Smolens is a 66-year-old retired English and creative writing professor at Northern Michigan University who previously taught at Michigan State University.

POWs in the U.P. generally worked in logging and those in Lower Peninsula camps usually were agricultural laborers because so many American forest and farm workers joined the military, he said.

The main character in the novel, Capt. Francesco Verdi, had been captured in North Africa while his Italian army unit was assigned to Germany’s Afrika Korps. Shipped across the Atlantic, he traveled from Boston to Detroit by train, went by ferry across the Straits of Mackinac and then was taken by train to Camp AuTrain.

Verdi explains, “Our purpose was to cut down trees. Some camps provided farm labor, while others, like ours, produced lumber. Toiling in Michigan’s Upper Peninsula was healthy if tedious, but preferable to fighting in the African desert.”

Smolens said that nationally, more than 425,000 captured troops from the European theater — most of them German, Italian or Austrian — were sent to POW camps in the United States.

The idea for his book came more than 15 years ago when Smolens read a series of articles in the Marquette Mining Journal about the U.P. camps.

“Most people didn’t even know they were there during the war,” he said, adding that such information is the kind of thing “you tuck in the back of your mind as a novelist.”

Disappearing evidence

I had visited the remnants of Camp AuTrain and nearby Camp Evelyn in 1995 on assignment for the Detroit News. At that time, I described how the trees, brush and wildflowers had reclaimed the camps.

With me was John Franzen, the Hiawatha National Forest archaeologist who sought the remaining evidence of the camps, such as fence posts, weathered sheet metal and caved-in cellar walls.

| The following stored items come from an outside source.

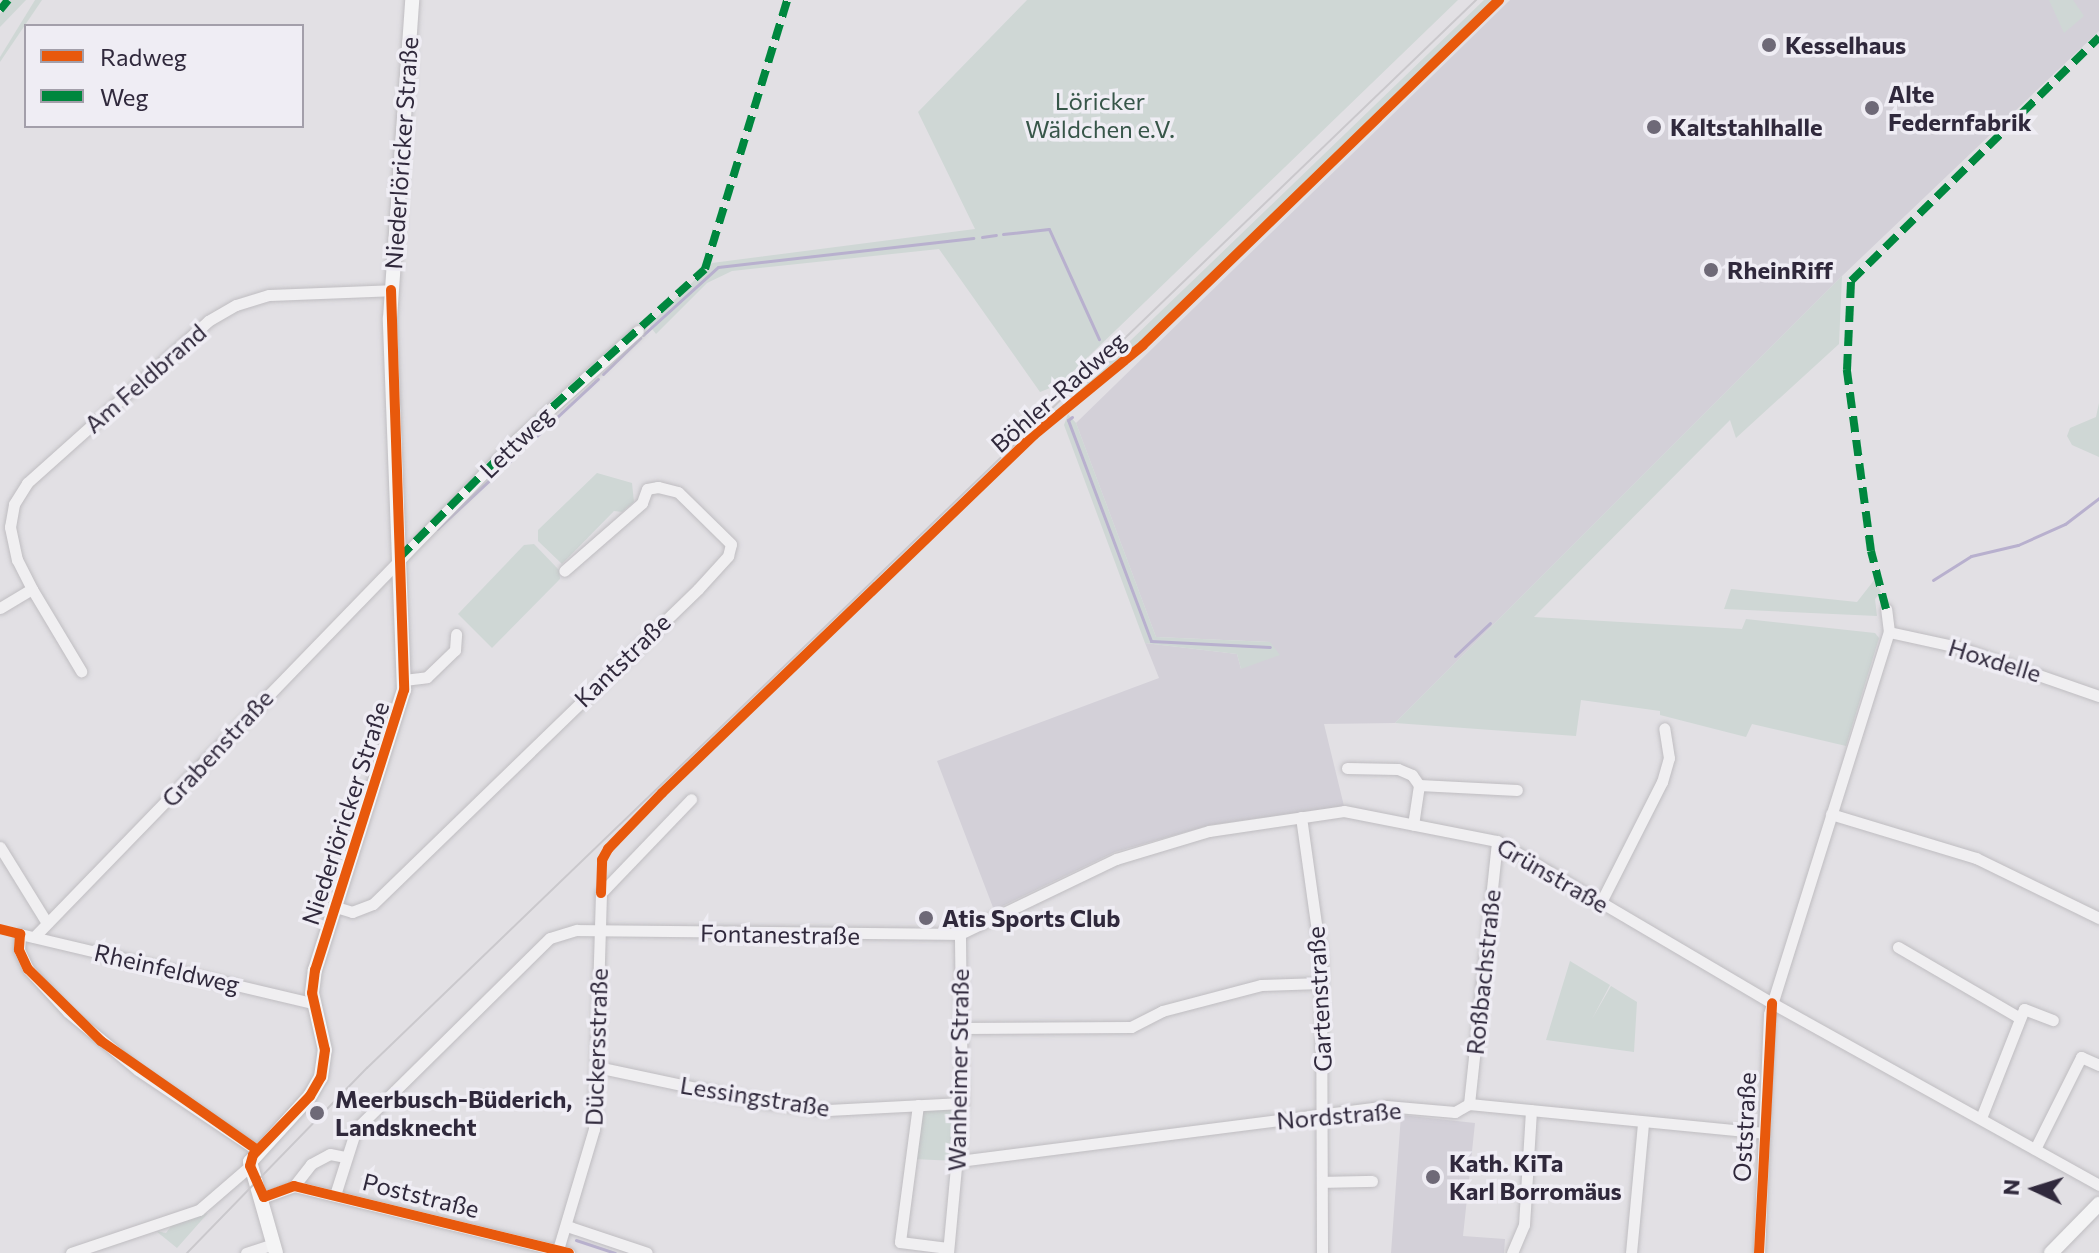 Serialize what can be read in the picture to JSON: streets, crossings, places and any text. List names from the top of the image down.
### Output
{
  "streets": {
    "main road": ["Niederlöricker Straße"],
    "street": [
      "Am Feldbrand",
      "Lettweg",
      "Kantstraße",
      "Hoxdelle",
      "Grabenstraße",
      "Grünstraße",
      "Fontanestraße",
      "Rheinfeldweg",
      "Roßbachstraße",
      "Gartenstraße",
      "Dückersstraße",
      "Wanheimer Straße",
      "Lessingstraße",
      "Nordstraße",
      "Oststraße",
      "Poststraße"
    ],
    "cycle path": ["Böhler-Radweg"]
  },
  "crossings": [
    ["Niederlöricker Straße", "Am Feldbrand"],
    ["Niederlöricker Straße", "Lettweg"],
    ["Niederlöricker Straße", "Kantstraße"],
    ["Niederlöricker Straße", "Grabenstraße"],
    ["Niederlöricker Straße", "Rheinfeldweg"],
    ["Lettweg", "Grabenstraße"],
    ["Hoxdelle", "Oststraße"],
    ["Grabenstraße", "Rheinfeldweg"],
    ["Grünstraße", "Fontanestraße"],
    ["Grünstraße", "Roßbachstraße"],
    ["Grünstraße", "Gartenstraße"],
    ["Grünstraße", "Wanheimer Straße"],
    ["Grünstraße", "Oststraße"],
    ["Fontanestraße", "Dückersstraße"],
    ["Fontanestraße", "Wanheimer Straße"],
    ["Fontanestraße", "Poststraße"],
    ["Roßbachstraße", "Nordstraße"],
    ["Gartenstraße", "Nordstraße"],
    ["Dückersstraße", "Lessingstraße"],
    ["Dückersstraße", "Poststraße"],
    ["Wanheimer Straße", "Lessingstraße"],
    ["Wanheimer Straße", "Nordstraße"],
    ["Nordstraße", "Oststraße"]
  ],
  "parks": ["Löricker Wäldchen e.V."],
  "places": [
    "Kesselhaus",
    "Alte Federnfabrik",
    "Kaltstahlhalle",
    "RheinRiff",
    "Atis Sports Club",
    "Meerbusch-Büderich, Landsknecht",
    "Kath. KiTa Karl Borromäus"
  ],
  "legend": ["Radweg", "Weg"],
  "north": "left"
}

At AuTrain, we observed graffiti carved into a concrete platform. It read: “Const. by J.B. Brown, June 12th, 1945, Sgt. Shows, Cpl. Kornoelje.” Also still visible were part of a stone-wall root cellar, a bathhouse trench and a below-ground stone building with rusty double-barred stove.

My article noted, “Time and the area’s harsh weather pose the greatest threats to the identification and preservation of cultural resources in the northern forests, ranging from the remains of Paleo-Indian sites to 1800s logging settlements to POW camps.

“Deterioration is inevitable, laments Franzen,” the article continued. “’It’s a dynamic thing, you can’t stop it. You can’t save and restore everything.’”

Back to “Wolf’s Mouth”

Aside  from the physical description of the camp and the northern woods, Smolens said he was most interested in what life was like for the prisoners.

“For the most part, the POWs were quite content with their circumstances, at least as they were treated by the Americans,” he said. They often were allowed to go unescorted into town, for example.

“There was remarkable freedom for these POWs, considering,” he said. “Of course, here in the U.P. they were so far from everything.”

Few tried to escape from camps in the UP — not surprisingly given their remoteness and the harshness of the environment.

And every POW camp — like AuTrain in the novel — had “certain German officers who were adamant in maintaining a Nazi perspective on how life went on,” he said. “You can’t soft-pedal Nazis.”

Fiction followed fact: Even after World War II in the 1950s and 1960s — in real life as in the novel — there were instances where Nazis formerly imprisoned in the camps carried out reprisals against ex-prisoners like Verdi who had defied or challenged their authority.

“They never forgot,” Smolens said.

Smolens’ latest projects are a just-completed collection of short stories and a novel-in-progress about a group of people stranded together in a house in the woods during a UP blizzard.

“I like blizzards,” he said.

The book is available from the MSU Press, at bookstores and from online retailers.